#### TASK DETAILS:
Gather each line of the records where "Jalan" appears.

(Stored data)

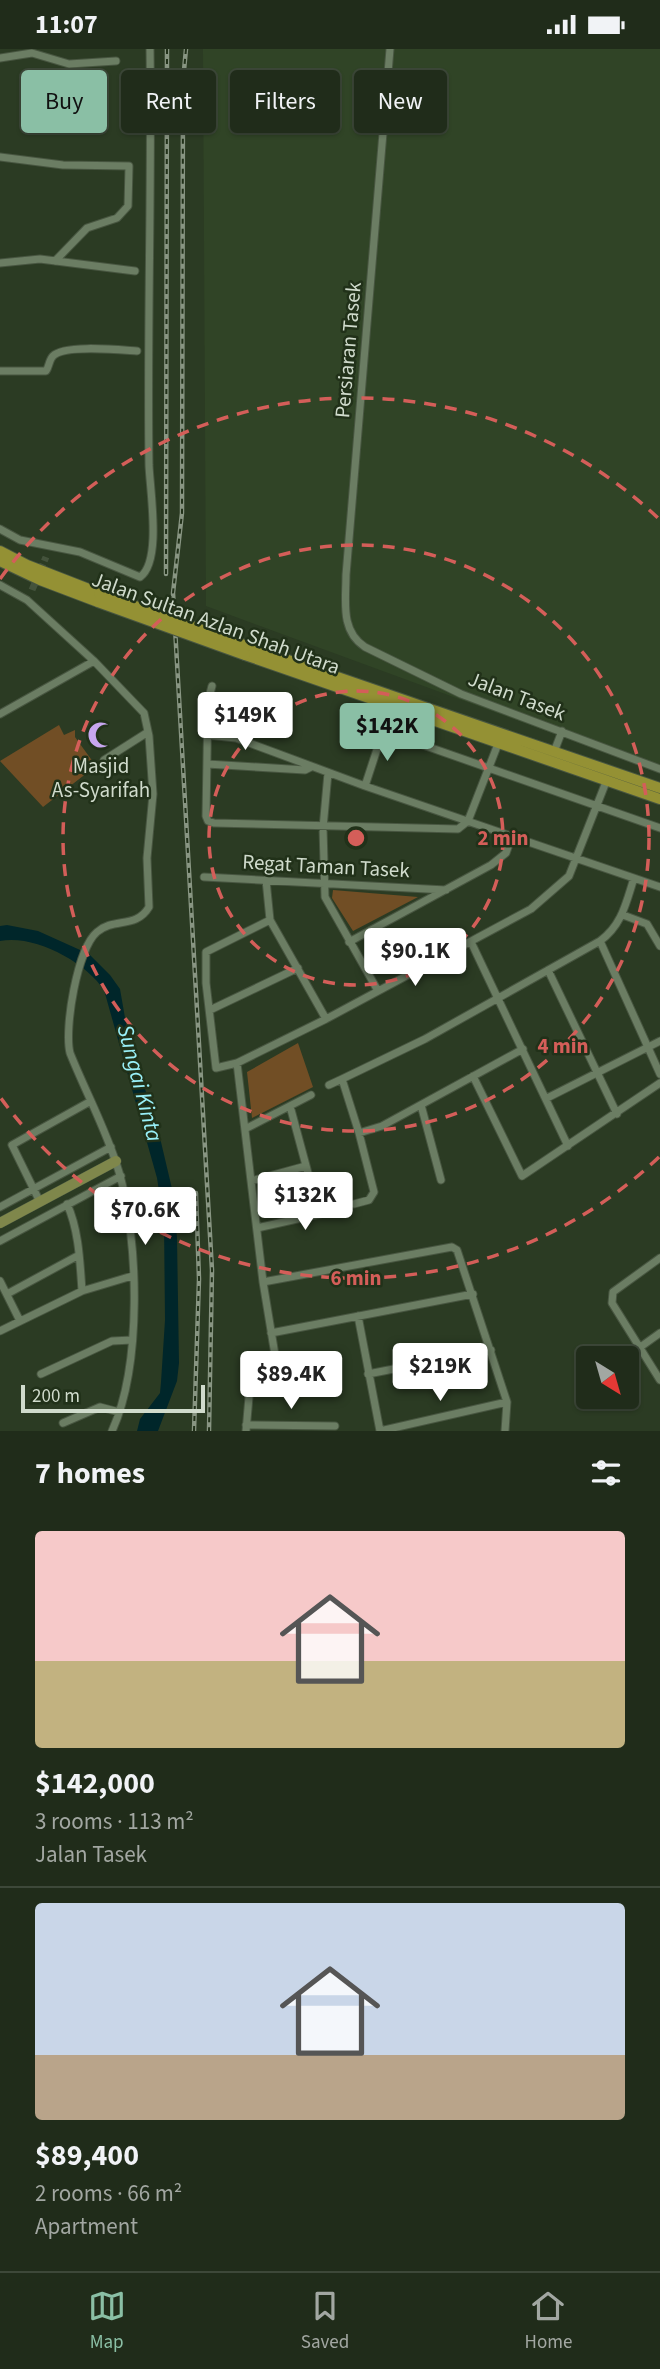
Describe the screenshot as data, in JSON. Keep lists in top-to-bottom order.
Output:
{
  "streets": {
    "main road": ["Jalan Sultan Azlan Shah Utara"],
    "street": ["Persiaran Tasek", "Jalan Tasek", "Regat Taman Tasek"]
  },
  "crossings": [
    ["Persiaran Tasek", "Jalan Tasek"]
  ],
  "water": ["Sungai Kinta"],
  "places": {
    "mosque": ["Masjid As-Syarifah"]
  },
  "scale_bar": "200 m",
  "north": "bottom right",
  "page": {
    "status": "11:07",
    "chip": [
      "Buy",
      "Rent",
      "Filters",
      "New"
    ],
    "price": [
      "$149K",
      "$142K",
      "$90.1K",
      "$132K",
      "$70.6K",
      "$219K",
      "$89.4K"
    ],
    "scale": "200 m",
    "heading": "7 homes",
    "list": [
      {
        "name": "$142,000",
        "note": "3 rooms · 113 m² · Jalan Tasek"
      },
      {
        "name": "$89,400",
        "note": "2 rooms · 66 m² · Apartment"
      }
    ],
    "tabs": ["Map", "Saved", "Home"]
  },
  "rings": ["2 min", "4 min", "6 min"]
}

#### RESULT:
    "main road": ["Jalan Sultan Azlan Shah Utara"],
    "street": ["Persiaran Tasek", "Jalan Tasek", "Regat Taman Tasek"]
    ["Persiaran Tasek", "Jalan Tasek"]
        "note": "3 rooms · 113 m² · Jalan Tasek"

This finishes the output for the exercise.